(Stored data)
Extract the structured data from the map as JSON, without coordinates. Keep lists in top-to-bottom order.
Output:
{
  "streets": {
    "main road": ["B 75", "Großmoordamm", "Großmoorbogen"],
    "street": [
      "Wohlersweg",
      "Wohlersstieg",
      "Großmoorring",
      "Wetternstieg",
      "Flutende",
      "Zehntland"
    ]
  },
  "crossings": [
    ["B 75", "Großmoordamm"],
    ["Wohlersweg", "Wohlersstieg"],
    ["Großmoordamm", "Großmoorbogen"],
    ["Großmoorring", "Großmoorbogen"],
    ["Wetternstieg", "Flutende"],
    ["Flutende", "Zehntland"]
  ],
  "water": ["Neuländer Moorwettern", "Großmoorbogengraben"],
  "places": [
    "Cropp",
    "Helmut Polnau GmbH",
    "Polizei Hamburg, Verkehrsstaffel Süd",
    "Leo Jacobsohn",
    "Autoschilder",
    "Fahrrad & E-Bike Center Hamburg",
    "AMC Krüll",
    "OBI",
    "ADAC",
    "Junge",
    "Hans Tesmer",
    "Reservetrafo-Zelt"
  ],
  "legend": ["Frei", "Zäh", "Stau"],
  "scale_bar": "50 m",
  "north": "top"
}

## Aim of the exercise
If the string "Flutende" is in a line of the entries, pick that line out.

## Task output
      "Flutende",
    ["Wetternstieg", "Flutende"],
    ["Flutende", "Zehntland"]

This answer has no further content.